Host Adaptive Evolution of Avian-Origin H3N2 Canine Influenza Virus

Since its first isolation in around 2007, the avian-origin H3N2 canine influenza virus (CIV) has become established and continues to circulate in dog populations. This virus serves as a useful model for deciphering the complex evolutionary process of interspecies transmission of influenza A virus (IAV) from one species to its subsequent circulation in another mammalian host. The present investigation is a comprehensive effort to identify and characterize genetic changes that accumulated in the avian-origin H3N2 CIV during its circulation in the dog.

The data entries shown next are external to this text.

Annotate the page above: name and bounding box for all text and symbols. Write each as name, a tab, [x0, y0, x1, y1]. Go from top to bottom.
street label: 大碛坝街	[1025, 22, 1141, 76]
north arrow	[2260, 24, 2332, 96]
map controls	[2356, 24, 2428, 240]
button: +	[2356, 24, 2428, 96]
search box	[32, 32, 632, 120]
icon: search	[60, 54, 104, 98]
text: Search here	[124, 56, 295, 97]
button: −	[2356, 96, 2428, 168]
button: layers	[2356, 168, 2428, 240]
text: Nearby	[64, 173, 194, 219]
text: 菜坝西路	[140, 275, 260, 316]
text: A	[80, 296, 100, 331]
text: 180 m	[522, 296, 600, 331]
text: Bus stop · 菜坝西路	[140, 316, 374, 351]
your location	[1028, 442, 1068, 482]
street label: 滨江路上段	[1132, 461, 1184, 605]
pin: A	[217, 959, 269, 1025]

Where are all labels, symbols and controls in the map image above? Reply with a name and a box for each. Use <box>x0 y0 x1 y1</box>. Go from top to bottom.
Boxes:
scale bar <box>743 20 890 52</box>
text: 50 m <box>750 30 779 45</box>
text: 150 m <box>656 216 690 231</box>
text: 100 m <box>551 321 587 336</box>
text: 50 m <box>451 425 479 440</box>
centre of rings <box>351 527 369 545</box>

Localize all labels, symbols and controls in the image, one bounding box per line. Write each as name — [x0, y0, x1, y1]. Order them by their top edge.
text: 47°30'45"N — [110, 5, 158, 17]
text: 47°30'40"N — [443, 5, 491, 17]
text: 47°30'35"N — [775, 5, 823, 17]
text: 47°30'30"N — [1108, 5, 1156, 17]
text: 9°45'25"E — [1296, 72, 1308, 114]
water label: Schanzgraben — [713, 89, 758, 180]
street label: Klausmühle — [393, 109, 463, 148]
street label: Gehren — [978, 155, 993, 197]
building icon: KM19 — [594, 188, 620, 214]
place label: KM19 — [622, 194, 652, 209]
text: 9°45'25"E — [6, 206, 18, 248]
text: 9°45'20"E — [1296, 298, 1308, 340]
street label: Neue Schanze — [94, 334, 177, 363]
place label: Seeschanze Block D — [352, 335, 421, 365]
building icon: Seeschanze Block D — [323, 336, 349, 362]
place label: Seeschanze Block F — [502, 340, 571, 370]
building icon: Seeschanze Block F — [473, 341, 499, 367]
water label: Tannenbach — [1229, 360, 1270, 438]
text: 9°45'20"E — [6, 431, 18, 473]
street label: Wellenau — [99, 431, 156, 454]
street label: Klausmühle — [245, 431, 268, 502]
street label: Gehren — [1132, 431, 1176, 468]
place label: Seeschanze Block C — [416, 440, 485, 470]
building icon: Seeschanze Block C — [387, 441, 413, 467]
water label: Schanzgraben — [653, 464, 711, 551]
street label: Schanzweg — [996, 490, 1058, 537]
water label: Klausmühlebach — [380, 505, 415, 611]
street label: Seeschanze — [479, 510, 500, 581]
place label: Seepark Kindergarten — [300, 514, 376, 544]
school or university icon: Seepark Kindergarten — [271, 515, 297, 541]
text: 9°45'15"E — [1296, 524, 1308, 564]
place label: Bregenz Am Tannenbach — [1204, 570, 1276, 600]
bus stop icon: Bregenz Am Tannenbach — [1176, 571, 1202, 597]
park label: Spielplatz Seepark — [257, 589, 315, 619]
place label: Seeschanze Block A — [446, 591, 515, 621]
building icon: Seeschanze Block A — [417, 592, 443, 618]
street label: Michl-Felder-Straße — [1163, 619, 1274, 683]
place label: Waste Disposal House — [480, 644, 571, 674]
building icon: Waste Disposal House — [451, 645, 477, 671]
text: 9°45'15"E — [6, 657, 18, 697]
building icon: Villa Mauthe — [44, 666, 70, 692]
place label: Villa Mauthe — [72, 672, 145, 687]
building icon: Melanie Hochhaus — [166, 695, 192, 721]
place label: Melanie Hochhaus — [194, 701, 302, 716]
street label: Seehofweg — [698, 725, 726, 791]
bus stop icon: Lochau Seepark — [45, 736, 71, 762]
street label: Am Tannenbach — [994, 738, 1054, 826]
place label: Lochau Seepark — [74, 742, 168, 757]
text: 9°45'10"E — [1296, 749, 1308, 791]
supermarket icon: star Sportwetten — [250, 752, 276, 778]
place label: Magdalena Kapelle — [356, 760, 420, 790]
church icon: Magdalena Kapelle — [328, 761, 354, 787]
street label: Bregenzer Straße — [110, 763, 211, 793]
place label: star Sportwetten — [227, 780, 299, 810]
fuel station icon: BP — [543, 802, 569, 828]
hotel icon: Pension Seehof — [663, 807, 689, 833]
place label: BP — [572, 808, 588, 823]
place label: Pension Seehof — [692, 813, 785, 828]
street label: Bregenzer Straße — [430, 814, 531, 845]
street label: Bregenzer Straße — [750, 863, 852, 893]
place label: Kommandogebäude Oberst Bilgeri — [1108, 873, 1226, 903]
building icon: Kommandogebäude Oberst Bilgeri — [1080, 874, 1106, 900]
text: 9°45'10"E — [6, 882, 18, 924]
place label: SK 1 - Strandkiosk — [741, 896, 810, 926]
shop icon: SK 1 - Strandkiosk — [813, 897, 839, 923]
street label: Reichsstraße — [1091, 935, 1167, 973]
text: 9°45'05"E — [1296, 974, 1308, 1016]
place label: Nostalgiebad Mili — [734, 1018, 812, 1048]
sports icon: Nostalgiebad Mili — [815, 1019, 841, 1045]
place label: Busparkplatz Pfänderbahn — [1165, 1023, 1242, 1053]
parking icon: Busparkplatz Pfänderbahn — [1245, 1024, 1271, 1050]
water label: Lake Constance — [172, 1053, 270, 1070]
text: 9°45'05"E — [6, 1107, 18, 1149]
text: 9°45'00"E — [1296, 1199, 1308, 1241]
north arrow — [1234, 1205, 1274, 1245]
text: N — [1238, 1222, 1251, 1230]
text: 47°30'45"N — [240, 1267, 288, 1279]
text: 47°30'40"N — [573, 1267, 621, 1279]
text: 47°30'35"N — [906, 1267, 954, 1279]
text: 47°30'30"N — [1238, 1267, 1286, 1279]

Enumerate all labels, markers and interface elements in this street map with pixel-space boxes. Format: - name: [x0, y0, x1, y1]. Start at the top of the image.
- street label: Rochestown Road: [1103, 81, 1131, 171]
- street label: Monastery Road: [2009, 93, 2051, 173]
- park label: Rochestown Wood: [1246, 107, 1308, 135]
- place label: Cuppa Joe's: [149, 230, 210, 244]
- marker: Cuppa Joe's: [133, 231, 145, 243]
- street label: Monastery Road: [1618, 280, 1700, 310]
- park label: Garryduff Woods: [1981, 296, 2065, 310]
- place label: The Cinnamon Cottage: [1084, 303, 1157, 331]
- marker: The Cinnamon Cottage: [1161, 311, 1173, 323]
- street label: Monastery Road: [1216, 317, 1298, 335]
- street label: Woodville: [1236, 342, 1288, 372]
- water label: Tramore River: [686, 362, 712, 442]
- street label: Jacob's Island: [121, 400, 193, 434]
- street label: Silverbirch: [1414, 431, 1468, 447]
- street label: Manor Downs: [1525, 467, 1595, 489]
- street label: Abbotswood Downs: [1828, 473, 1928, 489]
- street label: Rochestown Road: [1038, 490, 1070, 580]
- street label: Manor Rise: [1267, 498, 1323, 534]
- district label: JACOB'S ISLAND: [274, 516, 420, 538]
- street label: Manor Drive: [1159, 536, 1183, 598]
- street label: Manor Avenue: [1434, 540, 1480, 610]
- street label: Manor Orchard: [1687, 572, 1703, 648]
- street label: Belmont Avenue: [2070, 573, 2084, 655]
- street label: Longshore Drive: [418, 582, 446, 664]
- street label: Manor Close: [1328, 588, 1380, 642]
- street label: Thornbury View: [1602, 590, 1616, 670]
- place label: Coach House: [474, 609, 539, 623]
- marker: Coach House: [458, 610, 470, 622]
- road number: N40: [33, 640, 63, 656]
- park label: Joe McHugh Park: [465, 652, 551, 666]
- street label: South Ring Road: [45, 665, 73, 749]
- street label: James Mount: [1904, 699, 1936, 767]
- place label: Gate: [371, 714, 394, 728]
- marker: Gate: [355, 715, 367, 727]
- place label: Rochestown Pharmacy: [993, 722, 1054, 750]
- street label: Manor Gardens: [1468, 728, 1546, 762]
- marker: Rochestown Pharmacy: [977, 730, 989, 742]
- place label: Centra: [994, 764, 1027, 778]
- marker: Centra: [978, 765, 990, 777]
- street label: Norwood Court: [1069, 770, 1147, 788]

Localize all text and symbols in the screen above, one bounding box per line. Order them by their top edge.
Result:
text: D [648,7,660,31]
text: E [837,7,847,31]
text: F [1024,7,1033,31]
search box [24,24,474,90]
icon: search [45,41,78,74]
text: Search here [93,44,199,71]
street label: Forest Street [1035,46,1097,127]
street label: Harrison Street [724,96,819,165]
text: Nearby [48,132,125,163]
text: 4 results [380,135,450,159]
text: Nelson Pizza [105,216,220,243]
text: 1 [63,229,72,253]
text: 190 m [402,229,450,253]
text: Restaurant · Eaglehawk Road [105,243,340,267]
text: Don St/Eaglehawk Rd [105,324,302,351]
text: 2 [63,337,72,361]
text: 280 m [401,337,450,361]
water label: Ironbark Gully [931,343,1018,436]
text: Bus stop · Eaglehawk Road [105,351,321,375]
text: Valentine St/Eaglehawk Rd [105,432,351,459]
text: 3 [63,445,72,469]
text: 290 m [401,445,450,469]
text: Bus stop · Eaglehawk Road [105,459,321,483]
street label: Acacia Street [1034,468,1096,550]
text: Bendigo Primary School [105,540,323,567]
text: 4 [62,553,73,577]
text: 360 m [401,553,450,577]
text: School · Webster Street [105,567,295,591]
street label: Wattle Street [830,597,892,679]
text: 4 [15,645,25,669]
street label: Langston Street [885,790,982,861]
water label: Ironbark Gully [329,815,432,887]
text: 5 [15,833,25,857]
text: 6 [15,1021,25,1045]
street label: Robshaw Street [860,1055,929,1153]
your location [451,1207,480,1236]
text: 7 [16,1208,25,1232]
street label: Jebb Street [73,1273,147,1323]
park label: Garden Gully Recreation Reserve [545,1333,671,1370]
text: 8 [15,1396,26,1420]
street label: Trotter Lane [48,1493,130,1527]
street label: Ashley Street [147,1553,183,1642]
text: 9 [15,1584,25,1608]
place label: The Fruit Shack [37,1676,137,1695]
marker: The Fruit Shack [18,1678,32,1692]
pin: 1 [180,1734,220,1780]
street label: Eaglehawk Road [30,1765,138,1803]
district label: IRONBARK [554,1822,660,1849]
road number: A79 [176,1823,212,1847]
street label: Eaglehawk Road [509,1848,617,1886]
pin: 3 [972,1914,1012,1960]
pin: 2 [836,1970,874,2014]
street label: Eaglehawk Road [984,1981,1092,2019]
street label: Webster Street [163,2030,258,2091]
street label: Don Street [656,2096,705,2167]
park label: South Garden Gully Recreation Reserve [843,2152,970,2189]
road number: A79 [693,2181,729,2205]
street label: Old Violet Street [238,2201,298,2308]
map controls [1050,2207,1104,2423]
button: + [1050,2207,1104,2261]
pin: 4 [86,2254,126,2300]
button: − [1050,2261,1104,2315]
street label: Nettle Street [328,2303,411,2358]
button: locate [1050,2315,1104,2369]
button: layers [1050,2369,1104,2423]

We revealed that H3N2 CIV experiences greater selection pressure with extremely high global non-synonymous to synonymous substitution ratios per codon (dN/dS ratio) for each gene compared to the avian reservoir viruses. A total of 54 amino acid substitutions were observed to have accumulated and become fixed in the H3N2 CIV population based on our comprehensive codon-based frequency diagram analysis. Of these substitutions, 11 sites also display high prevalence in H3N8 CIV, indicating that convergent evolution has occurred on different lineages of CIV. Notably, six substitutions, including HA-G146S, M1-V15I, NS1-E227K, PA-C241Y, PB2-K251R, and PB2-G590S, have been reported to play imperative roles in facilitating the transmission and spillover of IAVs across species barriers. Most of these substitutions were found to have become fixed in around 2015, which might have been a favorable factor that facilitating the spread of these CIV lineages from South Asia to North America and subsequent further circulation in these areas. We also detected 12 sites in six viral genes with evidence for positive selection by comparing the rates of non-synonymous and synonymous substitutions at each site. Besides, our study reports trends of enhanced ongoing adaptation of H3N2 CIV to their respective host cellular systems, based on the codon adaptation index analysis, which points toward increasing fitness for efficient viral replication. In addition, a reduction in the abundance of the CpG motif, as evident from an analysis of relative dinucleotide abundance, may contribute to the successful evasion of host immune recognition. The present study provides key insights into the adaptive changes that have accumulated in the avian-origin H3N2 viral genomes during its establishment and circulation into dog populations.